=== Input material ===
%%
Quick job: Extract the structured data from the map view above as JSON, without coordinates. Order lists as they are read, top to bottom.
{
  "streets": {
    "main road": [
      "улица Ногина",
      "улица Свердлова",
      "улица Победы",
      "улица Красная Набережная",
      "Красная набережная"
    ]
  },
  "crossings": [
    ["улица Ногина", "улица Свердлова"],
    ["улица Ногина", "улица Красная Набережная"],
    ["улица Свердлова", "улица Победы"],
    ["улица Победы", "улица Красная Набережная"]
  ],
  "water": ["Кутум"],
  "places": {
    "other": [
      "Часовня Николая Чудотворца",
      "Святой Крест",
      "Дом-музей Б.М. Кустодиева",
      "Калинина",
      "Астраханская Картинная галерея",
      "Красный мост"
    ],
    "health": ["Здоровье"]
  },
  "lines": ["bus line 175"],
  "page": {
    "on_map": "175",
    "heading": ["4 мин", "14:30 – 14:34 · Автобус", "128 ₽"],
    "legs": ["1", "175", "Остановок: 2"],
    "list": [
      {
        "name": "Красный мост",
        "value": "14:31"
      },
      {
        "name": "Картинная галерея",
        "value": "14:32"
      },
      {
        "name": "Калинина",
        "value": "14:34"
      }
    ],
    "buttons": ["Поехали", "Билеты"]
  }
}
%%
%%
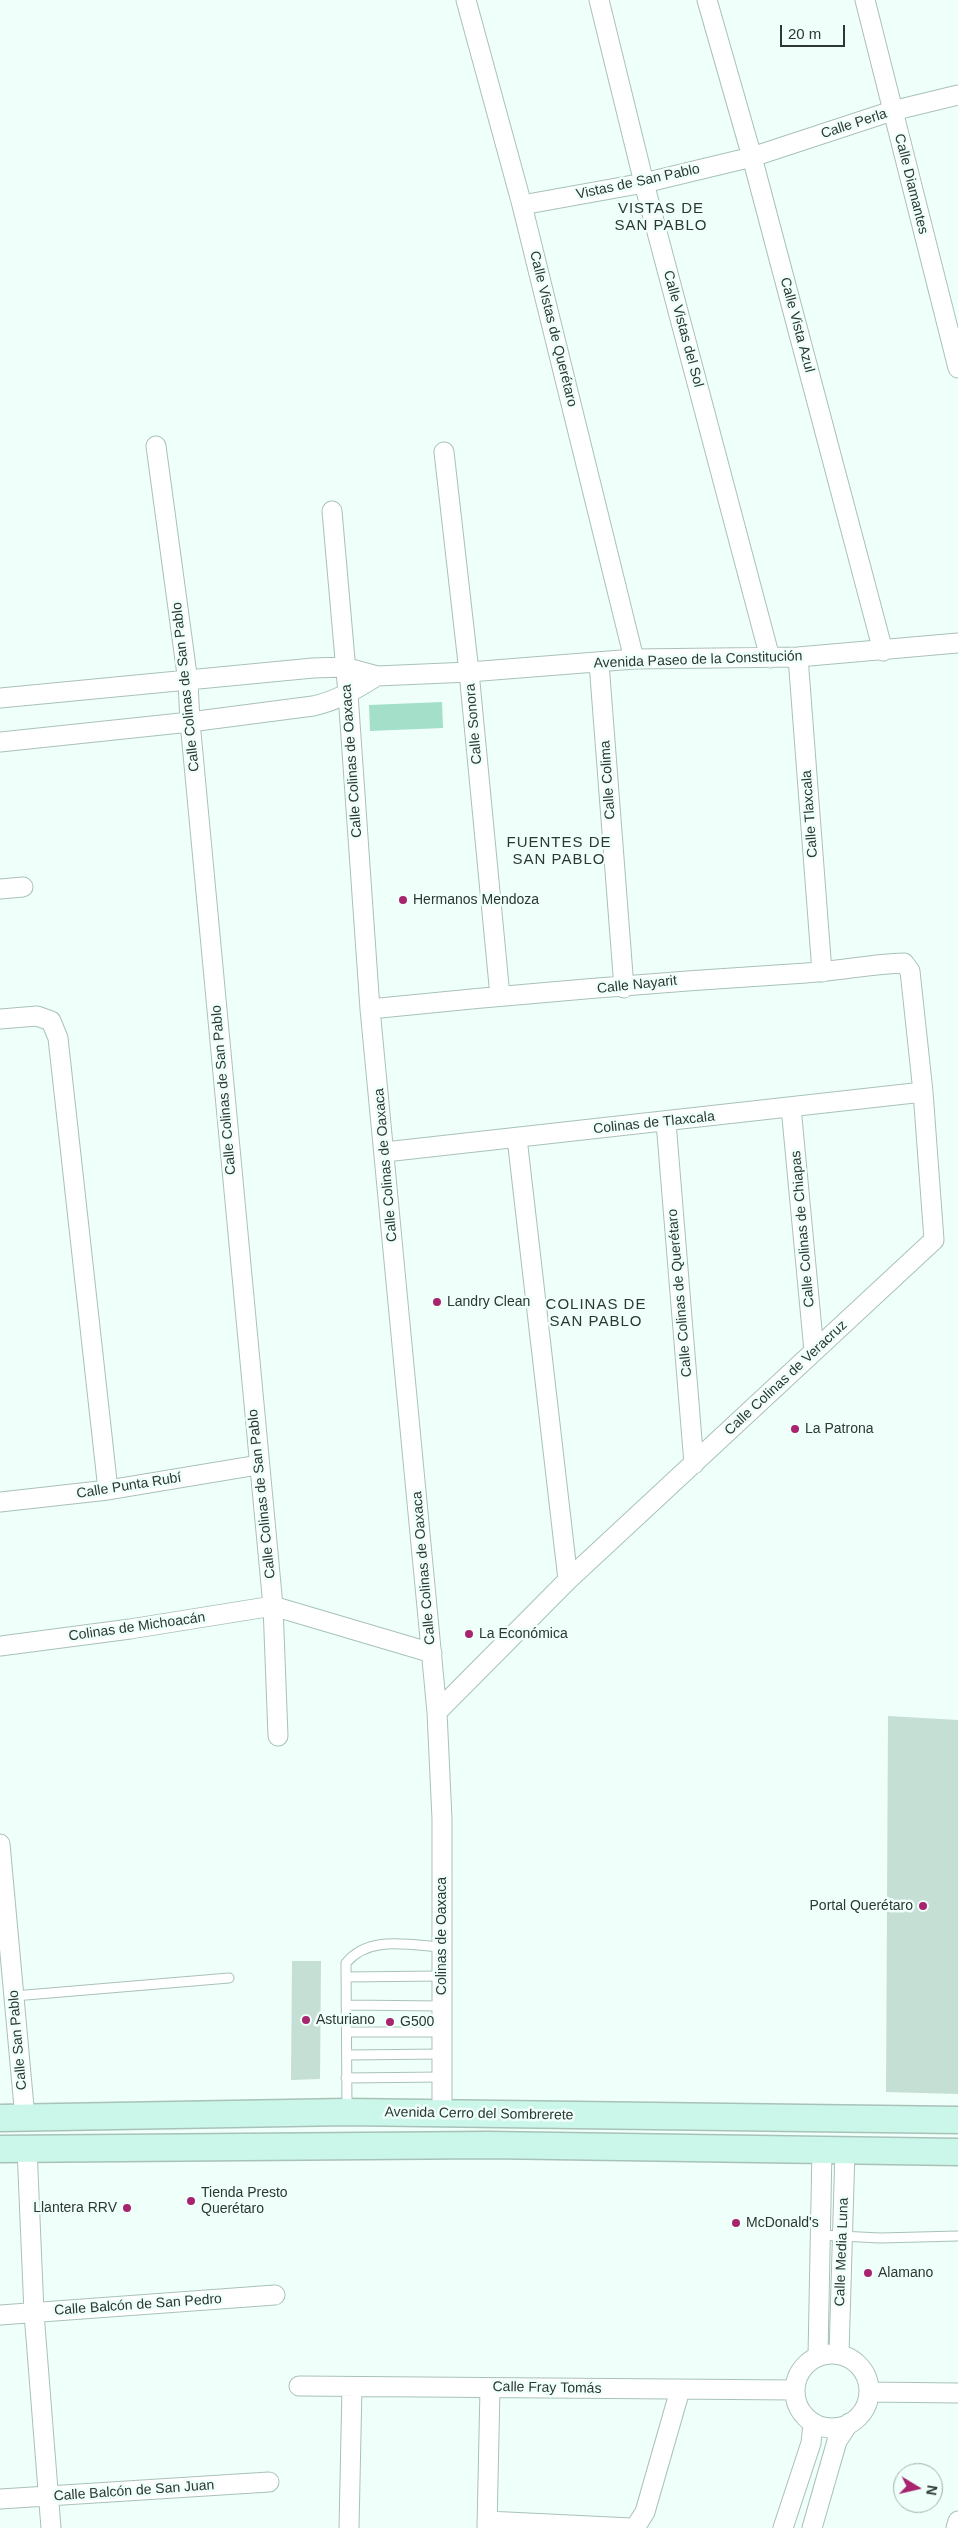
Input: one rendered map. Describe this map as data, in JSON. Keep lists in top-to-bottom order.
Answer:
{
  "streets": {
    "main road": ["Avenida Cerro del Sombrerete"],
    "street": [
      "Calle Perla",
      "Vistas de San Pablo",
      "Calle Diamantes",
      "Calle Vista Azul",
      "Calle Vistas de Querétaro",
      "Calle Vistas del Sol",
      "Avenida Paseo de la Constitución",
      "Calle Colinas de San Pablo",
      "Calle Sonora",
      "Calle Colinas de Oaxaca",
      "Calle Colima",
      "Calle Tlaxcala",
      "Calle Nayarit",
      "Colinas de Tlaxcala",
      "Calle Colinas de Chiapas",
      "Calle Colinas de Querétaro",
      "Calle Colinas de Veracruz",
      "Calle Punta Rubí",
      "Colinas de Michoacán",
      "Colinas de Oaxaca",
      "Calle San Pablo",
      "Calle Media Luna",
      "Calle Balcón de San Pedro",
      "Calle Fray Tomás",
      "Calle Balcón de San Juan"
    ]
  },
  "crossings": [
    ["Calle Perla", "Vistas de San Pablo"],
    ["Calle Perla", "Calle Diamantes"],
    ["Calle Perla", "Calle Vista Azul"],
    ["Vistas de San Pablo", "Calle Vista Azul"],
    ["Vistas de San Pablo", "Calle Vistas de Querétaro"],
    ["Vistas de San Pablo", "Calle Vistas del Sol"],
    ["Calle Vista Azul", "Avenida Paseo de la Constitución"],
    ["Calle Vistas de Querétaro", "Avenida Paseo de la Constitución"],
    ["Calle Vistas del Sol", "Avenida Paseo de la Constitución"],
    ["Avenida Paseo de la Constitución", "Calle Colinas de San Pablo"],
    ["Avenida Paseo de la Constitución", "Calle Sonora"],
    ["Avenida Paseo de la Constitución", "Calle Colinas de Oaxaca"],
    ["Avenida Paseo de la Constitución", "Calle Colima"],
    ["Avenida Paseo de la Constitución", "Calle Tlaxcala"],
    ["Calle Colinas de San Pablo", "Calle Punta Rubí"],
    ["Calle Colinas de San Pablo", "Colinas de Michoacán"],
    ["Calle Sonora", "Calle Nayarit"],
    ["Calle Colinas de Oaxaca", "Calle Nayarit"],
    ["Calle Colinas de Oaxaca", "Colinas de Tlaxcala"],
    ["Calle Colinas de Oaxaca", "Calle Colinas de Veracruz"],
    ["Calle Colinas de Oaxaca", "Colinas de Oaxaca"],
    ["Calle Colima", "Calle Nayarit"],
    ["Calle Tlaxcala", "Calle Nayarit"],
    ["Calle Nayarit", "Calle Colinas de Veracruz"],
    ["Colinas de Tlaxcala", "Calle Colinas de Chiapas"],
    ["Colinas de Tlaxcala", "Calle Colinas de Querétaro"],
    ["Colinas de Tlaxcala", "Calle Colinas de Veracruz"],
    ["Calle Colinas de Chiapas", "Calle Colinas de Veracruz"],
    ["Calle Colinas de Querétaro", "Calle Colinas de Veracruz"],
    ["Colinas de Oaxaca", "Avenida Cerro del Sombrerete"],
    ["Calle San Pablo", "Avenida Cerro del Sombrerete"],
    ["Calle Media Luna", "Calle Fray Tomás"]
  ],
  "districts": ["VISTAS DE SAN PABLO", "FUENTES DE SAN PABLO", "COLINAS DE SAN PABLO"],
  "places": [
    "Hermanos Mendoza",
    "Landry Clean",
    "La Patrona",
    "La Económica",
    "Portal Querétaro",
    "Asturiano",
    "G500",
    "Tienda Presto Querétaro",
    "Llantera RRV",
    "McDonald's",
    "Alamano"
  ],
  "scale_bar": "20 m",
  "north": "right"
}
%%
%%
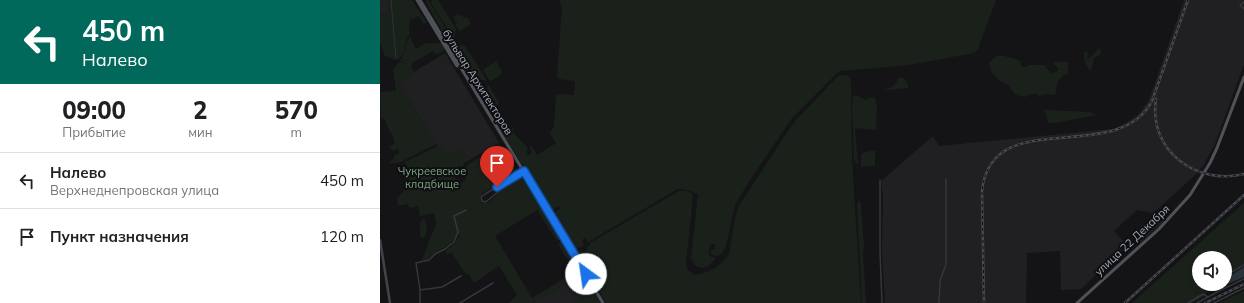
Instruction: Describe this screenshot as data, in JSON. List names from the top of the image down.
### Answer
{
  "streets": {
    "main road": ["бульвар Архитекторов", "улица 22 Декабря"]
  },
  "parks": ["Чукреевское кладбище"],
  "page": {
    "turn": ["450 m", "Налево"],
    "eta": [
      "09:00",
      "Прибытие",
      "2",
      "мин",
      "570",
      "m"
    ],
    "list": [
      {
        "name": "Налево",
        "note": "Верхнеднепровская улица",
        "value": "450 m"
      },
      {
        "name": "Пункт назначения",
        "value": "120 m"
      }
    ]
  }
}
%%
=== Work item ===
The job is to copy each line from the material above that holds the word "Describe".

=== Written response ===
Input: one rendered map. Describe this map as data, in JSON. Keep lists in top-to-bottom order.
Instruction: Describe this screenshot as data, in JSON. List names from the top of the image down.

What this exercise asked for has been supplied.